*TASK REQUIREMENTS*.
Wherever "Keep" appears in a line of the listing, report that line.

*GIVEN INFORMATION*.
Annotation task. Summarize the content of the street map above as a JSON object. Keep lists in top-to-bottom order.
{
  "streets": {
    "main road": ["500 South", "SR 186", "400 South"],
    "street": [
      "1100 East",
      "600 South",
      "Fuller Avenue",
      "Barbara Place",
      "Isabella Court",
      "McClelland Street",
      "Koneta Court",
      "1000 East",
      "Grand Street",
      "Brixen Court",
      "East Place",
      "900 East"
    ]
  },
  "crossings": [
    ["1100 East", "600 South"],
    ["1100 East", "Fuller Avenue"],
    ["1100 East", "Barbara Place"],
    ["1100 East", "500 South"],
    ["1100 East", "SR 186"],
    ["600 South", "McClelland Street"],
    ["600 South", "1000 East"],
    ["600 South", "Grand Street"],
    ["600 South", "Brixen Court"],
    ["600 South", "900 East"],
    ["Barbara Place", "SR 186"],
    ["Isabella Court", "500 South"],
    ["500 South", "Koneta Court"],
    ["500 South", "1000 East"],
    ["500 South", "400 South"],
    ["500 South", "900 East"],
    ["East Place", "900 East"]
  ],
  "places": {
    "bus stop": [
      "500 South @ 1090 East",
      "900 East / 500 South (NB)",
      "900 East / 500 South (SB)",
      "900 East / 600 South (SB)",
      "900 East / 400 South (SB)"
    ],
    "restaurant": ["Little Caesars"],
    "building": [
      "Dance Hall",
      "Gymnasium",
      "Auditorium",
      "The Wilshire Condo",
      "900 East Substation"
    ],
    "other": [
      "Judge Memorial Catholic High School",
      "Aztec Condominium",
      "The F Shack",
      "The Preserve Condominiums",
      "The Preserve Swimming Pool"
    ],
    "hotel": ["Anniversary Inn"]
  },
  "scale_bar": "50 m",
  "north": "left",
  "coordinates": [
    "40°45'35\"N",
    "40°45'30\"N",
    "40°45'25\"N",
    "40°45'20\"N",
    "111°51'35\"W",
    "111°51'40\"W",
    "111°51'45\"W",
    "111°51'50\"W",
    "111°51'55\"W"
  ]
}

---

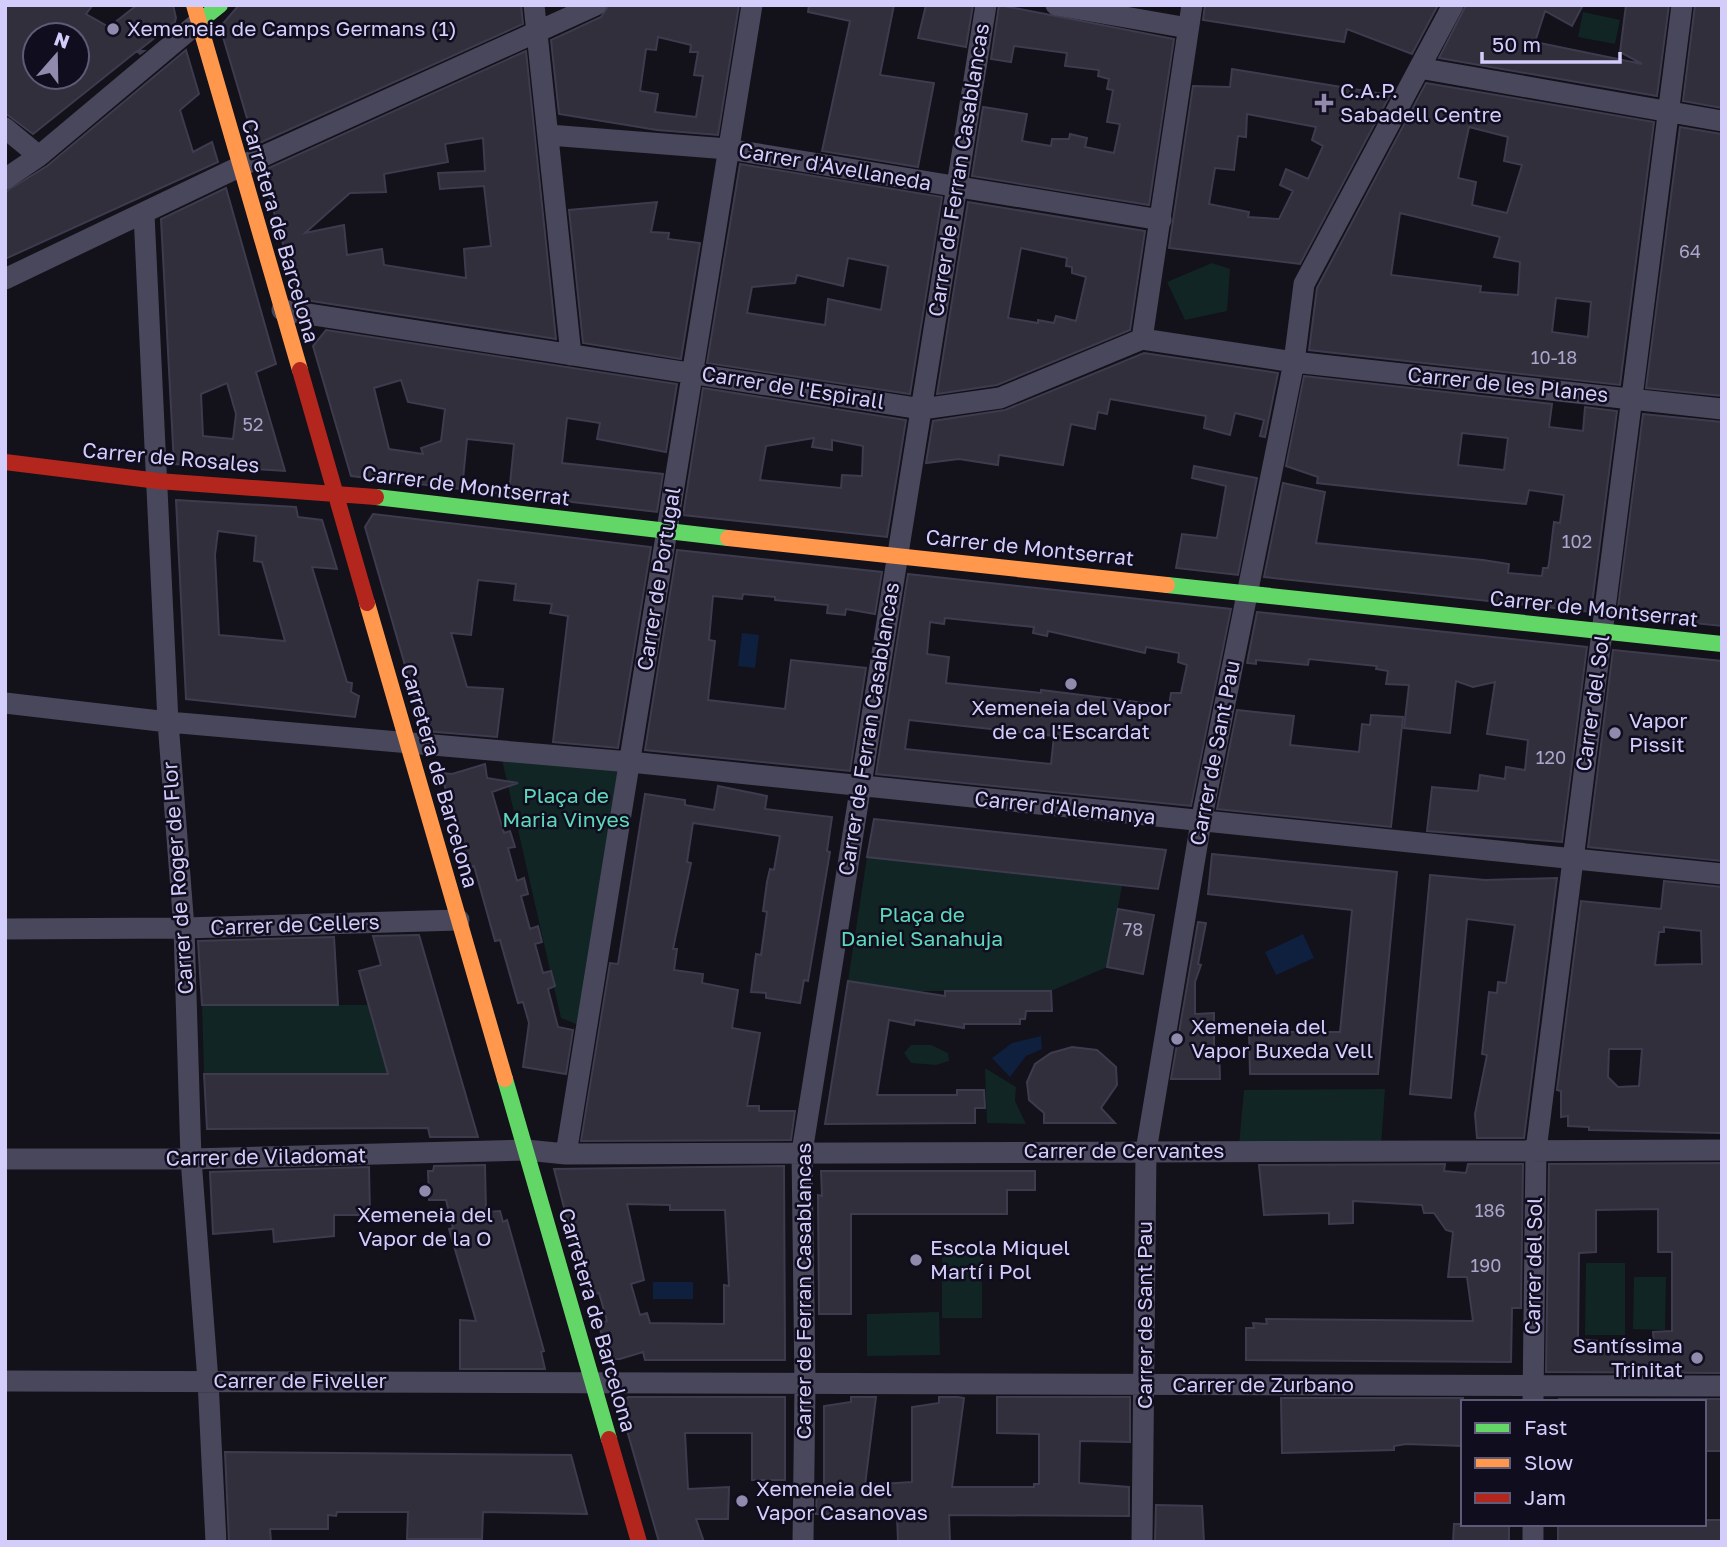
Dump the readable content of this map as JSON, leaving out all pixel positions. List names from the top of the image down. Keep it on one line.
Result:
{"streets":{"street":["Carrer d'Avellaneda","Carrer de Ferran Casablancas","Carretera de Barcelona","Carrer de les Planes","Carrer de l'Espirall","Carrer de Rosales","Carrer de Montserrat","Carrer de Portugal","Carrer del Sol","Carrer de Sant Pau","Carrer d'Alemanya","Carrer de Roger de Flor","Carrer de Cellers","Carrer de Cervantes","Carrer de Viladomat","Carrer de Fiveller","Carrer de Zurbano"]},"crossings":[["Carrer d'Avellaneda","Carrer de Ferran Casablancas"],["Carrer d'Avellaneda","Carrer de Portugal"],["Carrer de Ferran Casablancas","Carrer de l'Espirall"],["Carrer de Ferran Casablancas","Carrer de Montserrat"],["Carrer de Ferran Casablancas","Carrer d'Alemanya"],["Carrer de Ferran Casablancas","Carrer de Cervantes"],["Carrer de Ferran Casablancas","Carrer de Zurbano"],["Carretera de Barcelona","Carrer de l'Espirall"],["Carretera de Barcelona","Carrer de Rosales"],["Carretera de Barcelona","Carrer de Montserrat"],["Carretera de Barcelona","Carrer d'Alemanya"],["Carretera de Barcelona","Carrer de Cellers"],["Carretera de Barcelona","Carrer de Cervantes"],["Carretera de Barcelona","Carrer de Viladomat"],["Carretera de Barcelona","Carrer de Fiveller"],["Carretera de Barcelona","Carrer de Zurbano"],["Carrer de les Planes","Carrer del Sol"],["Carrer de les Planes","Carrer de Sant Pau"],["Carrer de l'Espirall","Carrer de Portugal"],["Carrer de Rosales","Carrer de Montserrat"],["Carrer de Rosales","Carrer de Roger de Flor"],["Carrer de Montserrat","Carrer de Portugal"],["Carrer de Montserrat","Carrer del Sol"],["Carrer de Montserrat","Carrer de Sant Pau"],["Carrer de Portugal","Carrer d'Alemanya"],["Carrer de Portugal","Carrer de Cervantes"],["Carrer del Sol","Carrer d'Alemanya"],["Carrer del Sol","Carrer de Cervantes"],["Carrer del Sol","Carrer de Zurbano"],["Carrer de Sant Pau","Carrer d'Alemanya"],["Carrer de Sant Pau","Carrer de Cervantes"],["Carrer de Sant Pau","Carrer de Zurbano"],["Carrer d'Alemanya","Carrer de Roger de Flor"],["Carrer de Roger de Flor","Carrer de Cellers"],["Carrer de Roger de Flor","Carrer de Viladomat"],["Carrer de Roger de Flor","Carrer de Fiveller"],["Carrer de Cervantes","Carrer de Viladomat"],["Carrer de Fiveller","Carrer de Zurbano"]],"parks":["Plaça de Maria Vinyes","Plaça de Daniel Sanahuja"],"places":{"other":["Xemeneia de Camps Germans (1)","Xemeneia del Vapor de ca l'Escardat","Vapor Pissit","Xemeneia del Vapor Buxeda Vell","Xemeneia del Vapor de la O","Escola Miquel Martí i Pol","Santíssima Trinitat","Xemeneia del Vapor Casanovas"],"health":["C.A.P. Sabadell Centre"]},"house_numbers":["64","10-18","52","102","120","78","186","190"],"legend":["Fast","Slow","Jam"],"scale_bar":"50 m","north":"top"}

*RESPONSE TO THIS EXERCISE*.
Annotation task. Summarize the content of the street map above as a JSON object. Keep lists in top-to-bottom order.
Dump the readable content of this map as JSON, leaving out all pixel positions. List names from the top of the image down. Keep it on one line.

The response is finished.